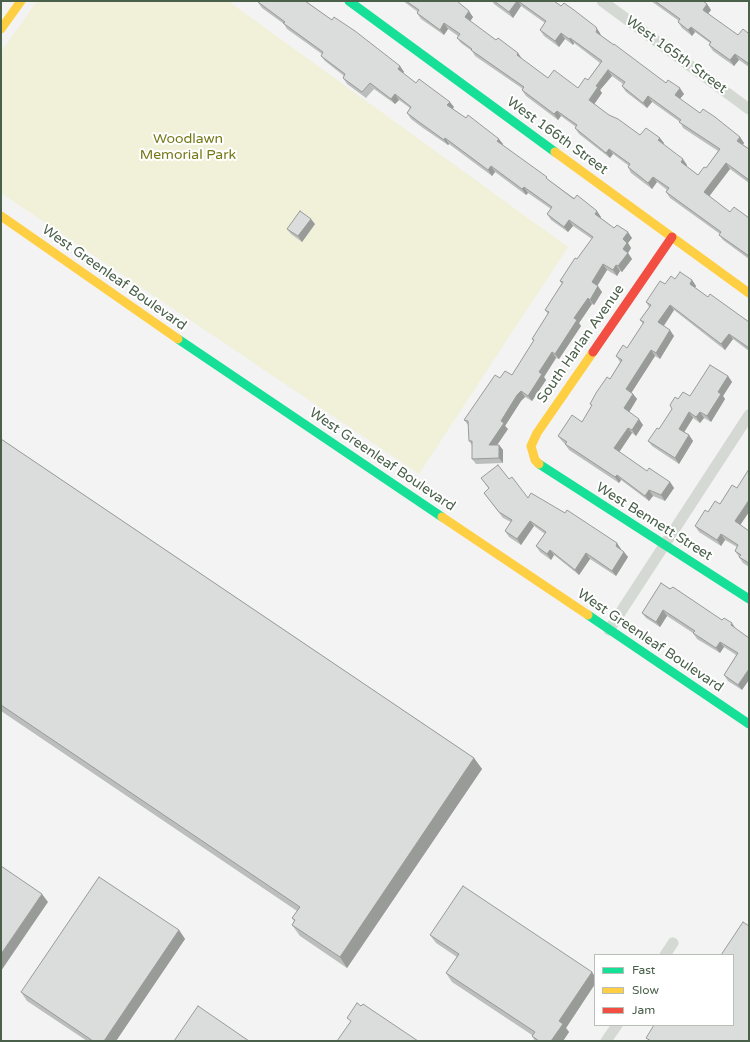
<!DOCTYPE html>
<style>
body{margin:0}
#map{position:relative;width:750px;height:1042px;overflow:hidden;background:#f3f3f3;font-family:"Varela Round",sans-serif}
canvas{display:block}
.frame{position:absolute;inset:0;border:2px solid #4a604a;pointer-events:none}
.legend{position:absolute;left:594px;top:954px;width:140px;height:72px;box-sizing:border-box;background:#fff;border:1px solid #b7bfb7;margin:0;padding:5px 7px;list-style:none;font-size:12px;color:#4a604a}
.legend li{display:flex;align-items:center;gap:8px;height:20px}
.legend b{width:20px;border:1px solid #b7bfb7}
</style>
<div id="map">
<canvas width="750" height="1042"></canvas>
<div class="frame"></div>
<ul class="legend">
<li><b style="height:5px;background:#16e098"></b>Fast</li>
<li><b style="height:5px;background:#ffcf43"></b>Slow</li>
<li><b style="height:5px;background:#f24e42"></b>Jam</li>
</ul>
</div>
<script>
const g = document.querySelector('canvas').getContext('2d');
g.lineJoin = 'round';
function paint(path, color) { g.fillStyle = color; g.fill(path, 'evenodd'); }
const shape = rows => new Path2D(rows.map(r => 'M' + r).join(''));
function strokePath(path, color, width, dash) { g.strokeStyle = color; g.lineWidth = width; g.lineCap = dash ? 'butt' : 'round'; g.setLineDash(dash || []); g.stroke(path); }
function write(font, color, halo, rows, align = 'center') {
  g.font = font + ' "Varela Round",sans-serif'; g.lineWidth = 4; g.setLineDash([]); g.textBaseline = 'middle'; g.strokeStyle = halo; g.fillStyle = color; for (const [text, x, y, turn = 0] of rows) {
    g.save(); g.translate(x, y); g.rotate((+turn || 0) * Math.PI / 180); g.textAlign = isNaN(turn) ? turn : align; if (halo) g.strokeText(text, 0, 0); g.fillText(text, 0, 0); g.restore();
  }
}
const green = shape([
 [37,1,228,1,568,247,419,474,1,193,1,52]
]);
const street = shape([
 [602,1,749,109],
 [609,630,749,415],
 [665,955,673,943],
 [606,1041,617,1025]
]);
const fast = shape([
 [349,1,555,152],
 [178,339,442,517],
 [539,464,749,599],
 [588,615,749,724]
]);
const slow = shape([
 [1,29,21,1],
 [555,152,749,293],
 [1,216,178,339],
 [539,464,535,460,531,446,537,433,593,352],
 [442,517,588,615]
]);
const jam = shape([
 [593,352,672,237]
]);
const wall = shape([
 [257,1,308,1,307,2,332,20,400,66,404,72,403,73,416,83,454,107,453,109,503,144,502,145,550,181,601,217,601,218,614,228,632,238,628,243,631,248,628,253,632,259,622,272,620,271,617,276,607,270,597,286,602,292,594,305,592,304,579,323,581,326,559,359,556,358,544,377,546,380,532,401,525,397,521,401,505,426,508,429,497,445,499,445,503,450,503,463,476,464,472,459,472,445,469,441,469,426,464,420,500,378,512,375,534,341,532,339,548,314,545,310,562,284,560,281,577,259,592,239,573,226,568,232,551,220,547,214,551,209,528,193,526,195,495,172,492,176,449,144,448,145,423,128,411,119,407,113,410,108,399,100,395,104,374,89,366,98,347,84,343,78,344,76,325,61,321,56,322,54,287,29,284,24,262,8],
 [403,1,457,1,473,17,470,21,496,40,518,53,522,59,548,78,578,88,588,80,600,63,574,43,573,45,565,39,559,47,544,36,540,30,545,23,521,6,513,18,494,4,492,1,554,1,666,83,684,94,680,99,700,113,740,137,744,143,743,145,749,149,749,183,730,169,709,196,730,212,749,218,749,259,723,240,719,235,720,234,670,198,666,192,667,190,657,182,652,189,631,173,628,167,629,166,613,154,610,158,579,134,575,128,576,127,561,116,558,120,526,96,522,90,523,89,475,56,472,51,461,43,457,38,458,36,448,29,444,35,421,19,417,13,418,12],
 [612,76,623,84,622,86,626,92,647,108,652,102,680,122,683,128,718,151,706,168,698,175,686,166,687,165,663,144,664,143,640,135,609,115,594,104,602,93,600,90],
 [651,1,703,1,707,4,711,10,708,14,738,35,748,33,749,31,749,67,739,60,734,66,713,51,709,45,710,43,695,32,692,36,682,28,678,22,679,21],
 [315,224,302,242,291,234,287,229],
 [675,279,692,280,696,286,695,288,708,297,749,322,749,351,733,339,725,350,674,310,664,326,674,336,660,359,655,356,631,393,633,394,637,399,629,412,643,425,636,436,632,433,619,452,647,471,670,482,674,488,665,501,653,496,649,501,621,480,619,483,569,450,565,444,562,441,558,436,582,422,592,406,590,404,610,379,620,362,616,356,627,348,643,324,640,320,649,307,646,302,665,284],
 [728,376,732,382,723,396,725,399,711,422,704,418,700,423,693,418,684,432,689,435,693,441,679,464,652,446,648,441,690,396],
 [1,439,474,758,482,769,347,968,300,936,292,925,294,921,292,918,297,911,1,711],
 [481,478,509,479,528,498,621,549,621,550,624,552,628,557,616,576,590,559,579,575,554,555,551,560,540,552,536,546,545,534,534,526,521,545,509,537,505,531,511,522,503,518,484,493,489,489],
 [737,488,740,525,749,531,749,567,743,563,735,551,737,547,725,540,721,546,699,532,695,526,708,512,720,504],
 [661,583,736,629,742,690,728,681,724,675,736,655,724,647,720,653,697,639,693,633,667,616,660,627,646,618,642,613],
 [179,930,185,939,116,1041,87,1041,27,1001,21,992],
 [430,935,592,972,595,977,595,984,566,1028,569,1032,563,1041,535,1041,532,1036,532,1035,452,982,446,973,457,957,436,943]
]);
const shadedWall = shape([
 [517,1,518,1,521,6,513,18,509,12],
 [707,4,711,10,707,15,703,10],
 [469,11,473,17,469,23,465,17],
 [444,23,448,29,444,35,440,30],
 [596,27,600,33,601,36,596,32],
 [691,27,695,32,692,36,688,30],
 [561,33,565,39,559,47,555,41],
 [570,38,574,43,573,45,569,39],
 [518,53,522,59,521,61,517,55],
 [735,54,739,60,734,66,730,60],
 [400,66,404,72,401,75,398,69],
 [608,70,612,76,600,90,602,93,593,106,589,100,596,86],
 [680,88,684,94,679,100,675,95],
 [395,94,399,100,395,104,391,99],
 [648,96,652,102,647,108,643,103],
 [450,102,454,107,451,110,447,105],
 [557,111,561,116,558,120,554,114],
 [740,137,744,143,741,146,737,141],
 [445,138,449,144,448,145,444,140],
 [660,138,664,143,662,146,658,140],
 [499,139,503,144,501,147,497,141],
 [609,149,613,154,610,158,606,153],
 [683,159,687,165,685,168,681,162],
 [726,163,730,169,708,198,704,192],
 [491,166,495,172,492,176,488,170],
 [653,177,657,182,652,189,648,183],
 [524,187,528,193,526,195,522,189],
 [597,211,601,217,599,220,595,214],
 [311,219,315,224,302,242,298,236],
 [569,220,573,226,568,232,564,227],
 [628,232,632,238,628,243,631,248,628,253,632,259,622,272,618,266,623,249,623,239],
 [603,264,607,270,596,288,592,282],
 [616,265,620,271,617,276,613,270],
 [692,280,696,286,694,289,690,284],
 [598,286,602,292,594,305,590,300],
 [588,298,592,304,579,323,581,326,559,359,555,354,574,318],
 [670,305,674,310,662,328,658,322],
 [670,330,674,336,660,359,656,353],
 [729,334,733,339,725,350,721,344],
 [651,350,655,356,630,395,626,389],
 [552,352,556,358,544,377,546,380,532,401,528,396,539,372],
 [728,376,732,382,723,396,725,399,711,422,707,416,718,392],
 [521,391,525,397,521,401,505,426,508,429,493,451,489,445,501,421,517,395],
 [633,394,637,399,628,414,624,408],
 [689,412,693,418,683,434,679,429],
 [700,412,704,418,700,423,696,417],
 [639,419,643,425,636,436,632,430],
 [628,428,632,433,618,454,614,448],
 [689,435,693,441,679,464,675,458],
 [499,445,503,450,503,463,499,458],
 [617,475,621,480,619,483,615,477],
 [670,482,674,488,665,501,661,495],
 [649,490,653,496,649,501,645,496],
 [749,500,749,512,739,527,735,521],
 [530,521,534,526,521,545,517,539],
 [721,534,725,540,721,546,717,540],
 [617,543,621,549,620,552,616,546],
 [550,550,554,555,551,560,547,554],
 [624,552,628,557,616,576,612,571],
 [586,553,590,559,579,575,575,570],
 [663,610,667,616,660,627,656,622],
 [732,623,736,629,731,625],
 [720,642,724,647,720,653,716,648],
 [749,669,749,680,742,690,738,685],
 [474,758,482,769,347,968,340,957],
 [42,894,48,902,1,971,1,954],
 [179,930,185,939,116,1041,104,1041],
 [592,972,595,977,595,984,566,1028,569,1032,563,1041,551,1041,559,1021]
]);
const building = shape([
 [259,1,305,1,332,20,334,17,355,31,400,66,398,69,416,83,419,79,450,102,447,105,466,118,468,115,499,139,497,141,547,177,546,178,574,199,577,195,597,211,595,214,614,228,617,225,628,232,623,239,627,243,623,249,628,253,618,266,616,265,613,270,603,264,592,282,598,286,590,300,588,298,574,318,577,320,555,354,552,352,539,372,542,374,528,396,521,391,517,395,501,421,504,423,489,445,499,445,499,458,472,459,472,441,469,441,468,421,464,420,495,375,500,378,505,371,512,375,534,340,532,339,549,312,545,310,563,282,560,281,575,258,577,259,593,237,569,220,564,227,547,214,552,207,524,187,522,189,491,166,488,170,445,138,444,140,419,122,407,113,411,107,395,94,391,99,370,83,362,92,343,78,345,74,321,56,323,52,283,23,285,22,258,2,259,1],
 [406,1,457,1,469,11,465,17,496,40,498,38,518,53,517,55,548,78,554,70,578,88,585,78,588,80,602,61,570,38,569,39,561,33,555,41,540,30,546,21,518,1,554,1,561,6,564,3,574,10,596,27,597,30,596,32,614,45,614,44,666,83,668,80,680,88,675,95,700,113,703,109,715,117,740,137,737,141,749,149,749,180,726,163,704,192,730,212,734,207,749,218,749,256,719,235,721,232,666,192,669,188,653,177,648,183,628,167,630,164,609,149,606,153,575,128,577,125,557,111,554,114,522,90,524,87,471,50,472,49,457,38,460,34,444,23,440,30,417,13,419,10,406,1],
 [608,70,625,82,622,86,643,103,648,96,681,120,679,122,720,149,706,168,704,167,698,175,681,162,683,159,658,140,660,138,646,128,640,135,618,119,609,115,589,100,598,87,596,86,608,70],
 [494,1,517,1,509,12,494,1],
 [655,1,703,1,707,4,703,10,738,35,743,29,748,33,749,31,749,64,735,54,730,60,709,45,711,42,691,27,688,30,678,22,680,19,655,1],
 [300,211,311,219,298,236,287,229,300,211],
 [680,272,692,280,690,284,708,297,710,294,749,322,749,348,729,334,721,344,670,305,658,322,670,330,656,353,651,350,626,389,633,394,624,408,639,419,632,430,628,428,614,448,647,471,649,468,670,482,661,495,649,490,645,496,617,475,615,477,565,444,567,442,558,436,572,415,582,422,592,405,590,404,596,393,607,377,610,379,622,360,616,356,623,345,627,348,644,322,640,320,651,305,646,302,660,281,665,284,671,276,675,279,680,272],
 [710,365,728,376,718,392,721,394,707,416,700,412,696,417,689,412,679,429,689,435,675,458,648,441,657,428,659,429,672,409,670,405,675,397,678,399,683,392,690,396,710,365],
 [1,439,474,758,340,957,292,925,295,920,292,918,300,907,1,705,1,439],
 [498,465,509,479,512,477,528,498,531,493,565,513,567,510,617,543,616,546,624,552,612,571,586,553,575,570,550,550,547,554,536,546,546,532,530,521,517,539,505,531,512,520,499,512,484,493,489,488,481,478,498,465],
 [749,469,749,500,735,521,749,531,749,563,739,557,741,555,735,551,738,545,721,534,717,540,695,526,705,510,708,512,715,501,720,504,732,485,737,488,749,469],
 [661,583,670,589,673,587,722,620,724,618,732,623,731,625,749,638,749,669,738,685,724,675,738,653,720,642,716,648,693,633,695,631,663,610,656,622,642,613,661,583],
 [1,866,42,894,1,954,1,866],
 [99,877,179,930,104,1041,93,1041,21,992,99,877],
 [463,886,592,972,559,1021,563,1024,551,1041,539,1041,532,1036,535,1032,446,973,459,954,430,935,463,886],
 [743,922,749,926,749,1041,651,1041,646,1038,654,1025,733,1025,733,955,721,955,743,922],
 [357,1003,361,1006,363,1004,418,1041,337,1041,351,1021,347,1018,357,1003],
 [198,1006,249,1041,174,1041,198,1006]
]);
const streetNames = [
 ["West 165th Street",676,55,36],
 ["West 166th Street",557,136,36],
 ["West Greenleaf Boulevard",114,278,35],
 ["South Harlan Avenue",581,344,-55],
 ["West Greenleaf Boulevard",382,460,34],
 ["West Bennett Street",654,522,32],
 ["West Greenleaf Boulevard",650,641,34]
];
const parkNames = [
 ["Woodlawn",188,139],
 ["Memorial Park",188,155]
];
paint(green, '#f1f0d8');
strokePath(street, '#d4d9d4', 11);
strokePath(fast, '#16e098', 9);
strokePath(slow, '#ffcf43', 9);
strokePath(jam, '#f24e42', 9);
paint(wall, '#bbbebc');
paint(shadedWall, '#999b99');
paint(building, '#dadddb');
strokePath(building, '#999b99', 1);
write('14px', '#4a604a', '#fff', streetNames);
write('14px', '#747817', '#fff', parkNames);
</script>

========

_WHAT THE TASK ASKS_: For each line above that includes "halo", make a copy.

_WRITTEN ANSWER_:
function write(font, color, halo, rows, align = 'center') {
  g.font = font + ' "Varela Round",sans-serif'; g.lineWidth = 4; g.setLineDash([]); g.textBaseline = 'middle'; g.strokeStyle = halo; g.fillStyle = color; for (const [text, x, y, turn = 0] of rows) {
    g.save(); g.translate(x, y); g.rotate((+turn || 0) * Math.PI / 180); g.textAlign = isNaN(turn) ? turn : align; if (halo) g.strokeText(text, 0, 0); g.fillText(text, 0, 0); g.restore();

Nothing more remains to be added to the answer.